High Rupee-Dollar ratio has off-set the low prices of oil as India is a net importer from the OPEC block
Oil has fallen to historic lows with crude oil ending at a negative $37.63 a barrel on April 20. The decline is 305 percent, or $55.90 per barrel.
On paper, this would mean that, since India imports oil from the Organisation of the Petroleum Exporting Countries (OPEC) block, lower prices in international markets would also bring down domestic oil prices. However, this effect is not proportional or immediate. Here is why:
Asian currencies, including the Rupee, are trading weaker against the US Dollar. With India being an importer and the bill being in dollars, the Rupee-Dollar difference may offset gains from lower oil prices.
The Price of West Texas Intermediate (WTI) crude has fallen. This is because the storage in Cushing (Oklahoma) in the US is full, and no more oil can be bought for storage while the demand has also fallen leaving stores untouched.
The supply of oil worldwide has continued to build. Even the recent deal by OPEC and other major oil-producing countries to reduce supply will not be fast enough, nor large enough, to drain the millions of barrels of unneeded crude present in the markets.
India largely imports Brent Crude from the OPEC block. Brent comes from the North Sea near Norway.
The spread between Nymex and Brent has widened as storage concerns are much more pronounced in the US as production facilities are landlocked. Compared to WTI crude, Brent prices are stable in the current situation (considering coronavirus).
Further, the Indian government regulates oil prices. This is done to off-set fiscal deficit against the subsidies given to state-run oil companies. As such, over the base price of oil, government taxes are applicable, which can increase the retail cost for consumers.

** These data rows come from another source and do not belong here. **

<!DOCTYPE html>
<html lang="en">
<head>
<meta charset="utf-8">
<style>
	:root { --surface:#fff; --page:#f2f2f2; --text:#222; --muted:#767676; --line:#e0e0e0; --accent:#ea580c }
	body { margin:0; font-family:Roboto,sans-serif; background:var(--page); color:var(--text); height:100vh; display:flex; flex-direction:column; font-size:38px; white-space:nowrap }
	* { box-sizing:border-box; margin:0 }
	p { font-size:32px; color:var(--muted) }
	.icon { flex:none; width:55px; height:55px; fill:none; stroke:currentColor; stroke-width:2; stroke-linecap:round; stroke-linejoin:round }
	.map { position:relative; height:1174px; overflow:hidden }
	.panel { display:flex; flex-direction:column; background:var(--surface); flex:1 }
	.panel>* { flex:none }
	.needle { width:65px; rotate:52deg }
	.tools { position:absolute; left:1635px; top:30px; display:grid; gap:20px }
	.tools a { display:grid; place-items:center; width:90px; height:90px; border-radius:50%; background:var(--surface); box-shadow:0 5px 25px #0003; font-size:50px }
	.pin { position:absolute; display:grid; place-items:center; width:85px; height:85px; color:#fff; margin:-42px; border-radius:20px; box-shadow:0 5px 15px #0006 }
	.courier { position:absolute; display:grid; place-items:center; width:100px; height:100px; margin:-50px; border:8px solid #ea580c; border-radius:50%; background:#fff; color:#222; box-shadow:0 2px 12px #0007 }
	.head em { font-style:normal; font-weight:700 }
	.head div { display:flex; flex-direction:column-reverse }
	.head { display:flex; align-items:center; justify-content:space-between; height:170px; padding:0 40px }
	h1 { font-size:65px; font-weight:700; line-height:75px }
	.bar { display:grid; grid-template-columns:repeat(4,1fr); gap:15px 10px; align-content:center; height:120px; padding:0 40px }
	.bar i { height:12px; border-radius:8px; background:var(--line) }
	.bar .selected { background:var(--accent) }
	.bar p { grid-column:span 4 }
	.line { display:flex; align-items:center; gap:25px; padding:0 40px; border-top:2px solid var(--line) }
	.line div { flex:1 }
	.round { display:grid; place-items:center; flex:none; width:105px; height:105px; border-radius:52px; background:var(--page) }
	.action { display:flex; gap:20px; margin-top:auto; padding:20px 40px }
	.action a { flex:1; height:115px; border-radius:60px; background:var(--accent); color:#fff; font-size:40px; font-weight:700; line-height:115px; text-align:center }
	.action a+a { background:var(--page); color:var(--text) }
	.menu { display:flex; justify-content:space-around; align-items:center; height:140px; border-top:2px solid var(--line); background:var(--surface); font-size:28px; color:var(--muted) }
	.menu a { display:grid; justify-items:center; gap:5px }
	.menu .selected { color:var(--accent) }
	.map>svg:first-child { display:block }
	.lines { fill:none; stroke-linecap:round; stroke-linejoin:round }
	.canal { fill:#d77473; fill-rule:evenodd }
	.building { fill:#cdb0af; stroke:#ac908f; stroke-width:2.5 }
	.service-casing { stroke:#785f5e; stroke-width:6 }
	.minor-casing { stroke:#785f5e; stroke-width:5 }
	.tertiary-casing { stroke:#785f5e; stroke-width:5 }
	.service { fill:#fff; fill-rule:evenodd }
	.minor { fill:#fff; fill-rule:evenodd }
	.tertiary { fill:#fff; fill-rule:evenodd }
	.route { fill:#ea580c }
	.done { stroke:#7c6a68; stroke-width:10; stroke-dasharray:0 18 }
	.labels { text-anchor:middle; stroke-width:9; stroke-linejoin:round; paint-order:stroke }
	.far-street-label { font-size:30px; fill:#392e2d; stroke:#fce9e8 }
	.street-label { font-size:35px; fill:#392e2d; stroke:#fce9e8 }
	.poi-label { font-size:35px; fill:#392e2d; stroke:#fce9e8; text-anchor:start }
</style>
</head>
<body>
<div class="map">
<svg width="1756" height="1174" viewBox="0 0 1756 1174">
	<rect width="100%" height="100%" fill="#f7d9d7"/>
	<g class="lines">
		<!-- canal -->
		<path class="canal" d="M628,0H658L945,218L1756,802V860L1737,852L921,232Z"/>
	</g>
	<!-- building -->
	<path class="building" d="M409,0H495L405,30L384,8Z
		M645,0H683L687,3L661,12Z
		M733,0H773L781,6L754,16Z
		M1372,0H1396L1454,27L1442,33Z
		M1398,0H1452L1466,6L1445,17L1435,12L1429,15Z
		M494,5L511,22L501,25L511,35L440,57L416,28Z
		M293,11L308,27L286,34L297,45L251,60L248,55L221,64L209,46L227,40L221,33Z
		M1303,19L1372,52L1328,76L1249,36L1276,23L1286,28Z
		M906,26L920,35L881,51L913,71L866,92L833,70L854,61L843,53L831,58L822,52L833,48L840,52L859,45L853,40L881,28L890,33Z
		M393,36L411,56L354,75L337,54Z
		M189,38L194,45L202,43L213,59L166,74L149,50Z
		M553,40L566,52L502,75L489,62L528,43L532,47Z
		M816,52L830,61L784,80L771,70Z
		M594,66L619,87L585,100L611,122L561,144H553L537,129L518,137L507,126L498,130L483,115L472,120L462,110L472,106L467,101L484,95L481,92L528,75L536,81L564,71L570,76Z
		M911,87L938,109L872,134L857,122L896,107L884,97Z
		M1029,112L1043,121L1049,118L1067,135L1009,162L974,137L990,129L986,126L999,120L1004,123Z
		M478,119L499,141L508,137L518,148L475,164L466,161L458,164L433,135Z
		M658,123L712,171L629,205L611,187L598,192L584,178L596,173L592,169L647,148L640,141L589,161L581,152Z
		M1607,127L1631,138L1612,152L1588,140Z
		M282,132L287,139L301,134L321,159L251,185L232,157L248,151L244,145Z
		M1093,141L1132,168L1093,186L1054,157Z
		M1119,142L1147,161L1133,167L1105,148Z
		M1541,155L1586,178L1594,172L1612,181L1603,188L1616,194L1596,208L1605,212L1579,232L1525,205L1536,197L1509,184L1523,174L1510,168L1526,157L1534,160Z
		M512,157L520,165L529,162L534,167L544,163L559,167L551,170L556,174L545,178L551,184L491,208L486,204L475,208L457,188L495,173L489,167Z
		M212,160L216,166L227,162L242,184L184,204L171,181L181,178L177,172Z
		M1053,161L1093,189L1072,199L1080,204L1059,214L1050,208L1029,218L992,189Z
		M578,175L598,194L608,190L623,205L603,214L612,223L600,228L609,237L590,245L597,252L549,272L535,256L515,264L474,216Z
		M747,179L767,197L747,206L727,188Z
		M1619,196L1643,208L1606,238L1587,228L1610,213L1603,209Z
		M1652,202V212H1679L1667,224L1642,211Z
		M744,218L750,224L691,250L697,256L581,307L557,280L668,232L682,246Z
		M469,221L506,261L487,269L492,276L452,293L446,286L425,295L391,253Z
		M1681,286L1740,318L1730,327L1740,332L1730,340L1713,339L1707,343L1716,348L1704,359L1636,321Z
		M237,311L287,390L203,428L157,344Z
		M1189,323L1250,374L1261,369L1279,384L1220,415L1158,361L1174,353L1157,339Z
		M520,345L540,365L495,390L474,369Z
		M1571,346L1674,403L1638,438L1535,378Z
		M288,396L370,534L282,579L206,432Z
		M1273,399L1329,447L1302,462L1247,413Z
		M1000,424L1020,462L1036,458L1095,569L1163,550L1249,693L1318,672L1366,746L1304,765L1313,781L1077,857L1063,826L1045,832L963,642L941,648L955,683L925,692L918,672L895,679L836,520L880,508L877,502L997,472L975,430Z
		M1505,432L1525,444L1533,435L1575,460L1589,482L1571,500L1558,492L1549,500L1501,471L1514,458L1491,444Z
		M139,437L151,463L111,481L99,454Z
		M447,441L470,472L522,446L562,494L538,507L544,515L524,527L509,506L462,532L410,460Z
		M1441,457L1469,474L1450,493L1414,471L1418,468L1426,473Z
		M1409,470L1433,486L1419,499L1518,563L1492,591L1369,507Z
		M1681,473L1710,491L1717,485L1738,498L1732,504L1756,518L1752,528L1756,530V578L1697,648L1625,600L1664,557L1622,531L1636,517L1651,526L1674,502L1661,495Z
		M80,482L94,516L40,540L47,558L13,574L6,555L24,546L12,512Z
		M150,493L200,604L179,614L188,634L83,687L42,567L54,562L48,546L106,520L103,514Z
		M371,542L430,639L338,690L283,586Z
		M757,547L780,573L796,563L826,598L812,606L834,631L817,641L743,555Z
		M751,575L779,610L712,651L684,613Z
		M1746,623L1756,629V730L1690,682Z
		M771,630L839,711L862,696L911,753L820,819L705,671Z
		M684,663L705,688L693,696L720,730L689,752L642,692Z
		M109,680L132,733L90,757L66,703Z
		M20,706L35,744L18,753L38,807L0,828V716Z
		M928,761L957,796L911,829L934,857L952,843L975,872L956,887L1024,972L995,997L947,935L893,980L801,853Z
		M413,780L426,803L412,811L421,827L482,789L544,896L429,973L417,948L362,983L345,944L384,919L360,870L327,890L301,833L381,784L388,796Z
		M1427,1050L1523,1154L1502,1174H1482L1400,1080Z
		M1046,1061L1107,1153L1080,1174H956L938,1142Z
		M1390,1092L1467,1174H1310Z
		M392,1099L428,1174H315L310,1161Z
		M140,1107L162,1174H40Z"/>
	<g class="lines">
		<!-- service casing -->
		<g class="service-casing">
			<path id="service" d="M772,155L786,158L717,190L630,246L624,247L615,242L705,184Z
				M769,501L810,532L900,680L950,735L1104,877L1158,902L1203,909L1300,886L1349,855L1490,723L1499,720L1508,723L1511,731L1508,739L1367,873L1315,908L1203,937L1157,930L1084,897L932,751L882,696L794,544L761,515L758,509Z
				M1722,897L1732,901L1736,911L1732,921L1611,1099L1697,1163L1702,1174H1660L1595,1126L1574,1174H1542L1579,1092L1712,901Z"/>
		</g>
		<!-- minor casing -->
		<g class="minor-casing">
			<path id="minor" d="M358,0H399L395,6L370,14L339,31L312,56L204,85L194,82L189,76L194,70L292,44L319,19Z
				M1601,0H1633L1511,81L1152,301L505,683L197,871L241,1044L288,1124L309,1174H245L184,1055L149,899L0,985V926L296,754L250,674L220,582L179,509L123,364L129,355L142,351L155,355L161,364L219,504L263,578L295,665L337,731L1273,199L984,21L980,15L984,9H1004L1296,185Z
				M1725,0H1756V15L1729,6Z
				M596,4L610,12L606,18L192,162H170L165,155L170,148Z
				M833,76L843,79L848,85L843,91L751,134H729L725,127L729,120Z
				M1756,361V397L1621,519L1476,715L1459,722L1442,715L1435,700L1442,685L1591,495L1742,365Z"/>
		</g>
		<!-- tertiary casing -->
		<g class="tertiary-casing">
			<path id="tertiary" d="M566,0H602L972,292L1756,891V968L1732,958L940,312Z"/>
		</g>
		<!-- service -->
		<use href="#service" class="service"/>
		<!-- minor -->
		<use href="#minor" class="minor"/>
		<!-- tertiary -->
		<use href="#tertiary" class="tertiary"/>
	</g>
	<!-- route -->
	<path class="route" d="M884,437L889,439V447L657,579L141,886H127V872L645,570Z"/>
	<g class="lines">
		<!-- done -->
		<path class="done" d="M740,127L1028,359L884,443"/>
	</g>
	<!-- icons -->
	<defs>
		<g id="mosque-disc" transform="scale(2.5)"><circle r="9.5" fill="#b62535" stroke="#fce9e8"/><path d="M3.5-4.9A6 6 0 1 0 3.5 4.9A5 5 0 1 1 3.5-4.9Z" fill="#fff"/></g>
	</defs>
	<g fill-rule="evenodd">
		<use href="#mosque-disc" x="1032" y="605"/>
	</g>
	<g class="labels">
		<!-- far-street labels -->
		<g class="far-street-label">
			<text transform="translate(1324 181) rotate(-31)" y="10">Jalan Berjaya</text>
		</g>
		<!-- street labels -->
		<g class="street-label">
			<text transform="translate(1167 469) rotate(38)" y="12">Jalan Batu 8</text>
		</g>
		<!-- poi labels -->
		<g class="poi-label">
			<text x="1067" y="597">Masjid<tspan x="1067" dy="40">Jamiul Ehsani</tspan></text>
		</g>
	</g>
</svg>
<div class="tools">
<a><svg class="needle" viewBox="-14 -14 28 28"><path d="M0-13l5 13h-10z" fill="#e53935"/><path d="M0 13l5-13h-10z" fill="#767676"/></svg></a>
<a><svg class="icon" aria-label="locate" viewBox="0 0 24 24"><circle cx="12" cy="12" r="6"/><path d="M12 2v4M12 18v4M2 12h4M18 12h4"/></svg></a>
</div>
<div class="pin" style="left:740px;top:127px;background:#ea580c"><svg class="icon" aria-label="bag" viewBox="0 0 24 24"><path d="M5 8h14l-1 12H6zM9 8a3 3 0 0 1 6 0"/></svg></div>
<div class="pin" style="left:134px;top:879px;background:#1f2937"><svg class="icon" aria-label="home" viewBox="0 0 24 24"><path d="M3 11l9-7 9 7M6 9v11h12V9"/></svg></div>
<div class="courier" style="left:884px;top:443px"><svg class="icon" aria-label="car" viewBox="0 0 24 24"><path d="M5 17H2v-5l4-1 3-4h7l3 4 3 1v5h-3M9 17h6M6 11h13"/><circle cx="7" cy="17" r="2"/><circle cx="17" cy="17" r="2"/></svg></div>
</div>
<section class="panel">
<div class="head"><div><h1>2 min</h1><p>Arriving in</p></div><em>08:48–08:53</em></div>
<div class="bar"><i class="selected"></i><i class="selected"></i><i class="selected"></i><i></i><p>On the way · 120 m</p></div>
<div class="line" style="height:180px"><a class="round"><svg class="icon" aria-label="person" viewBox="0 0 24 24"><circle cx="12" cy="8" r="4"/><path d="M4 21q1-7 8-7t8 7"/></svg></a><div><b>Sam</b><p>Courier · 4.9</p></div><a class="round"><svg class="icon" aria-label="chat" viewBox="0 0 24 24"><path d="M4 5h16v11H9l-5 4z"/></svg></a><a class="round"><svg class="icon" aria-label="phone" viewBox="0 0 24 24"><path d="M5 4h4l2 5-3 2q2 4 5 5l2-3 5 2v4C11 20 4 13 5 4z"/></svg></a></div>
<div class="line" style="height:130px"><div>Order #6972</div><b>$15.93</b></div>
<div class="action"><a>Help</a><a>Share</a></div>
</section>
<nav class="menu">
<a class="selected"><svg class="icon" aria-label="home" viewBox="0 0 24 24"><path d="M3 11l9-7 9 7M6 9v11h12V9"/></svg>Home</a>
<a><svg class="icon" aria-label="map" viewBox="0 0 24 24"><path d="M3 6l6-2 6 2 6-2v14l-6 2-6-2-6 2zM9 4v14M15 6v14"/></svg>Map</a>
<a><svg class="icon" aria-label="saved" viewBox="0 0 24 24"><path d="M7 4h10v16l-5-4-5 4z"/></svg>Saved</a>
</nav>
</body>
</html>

With the current economic situation at a standstill and revenues at their lowest, the government may depend on lower oil prices to offset the difference. Thus, any benefit - even if extended to customers - would not be as drastic as the raw crude price fall.
Also Read: The crude dynamics for India
The most popular retailed oils in India – petrol, diesel and kerosene – are all refined oils. This means that an additional fee for processing, transportation, distribution and taxes are added to the retail cost. Thus, rather than the price for the raw commodities, the refining adds cost.
With the current fall in global oil prices coming on the back of economic upheaval, it is likely to continue. The situation may not improve any time soon.
As per analysts, this kind of market dislocations could recur in coming months because fuel supply will outweigh fuel demand for the foreseeable future. The worldwide oil consumption is roughly 100 million barrels a day, but consumption fell by 30 percent globally, or about 30 million bpd, beginning in early March.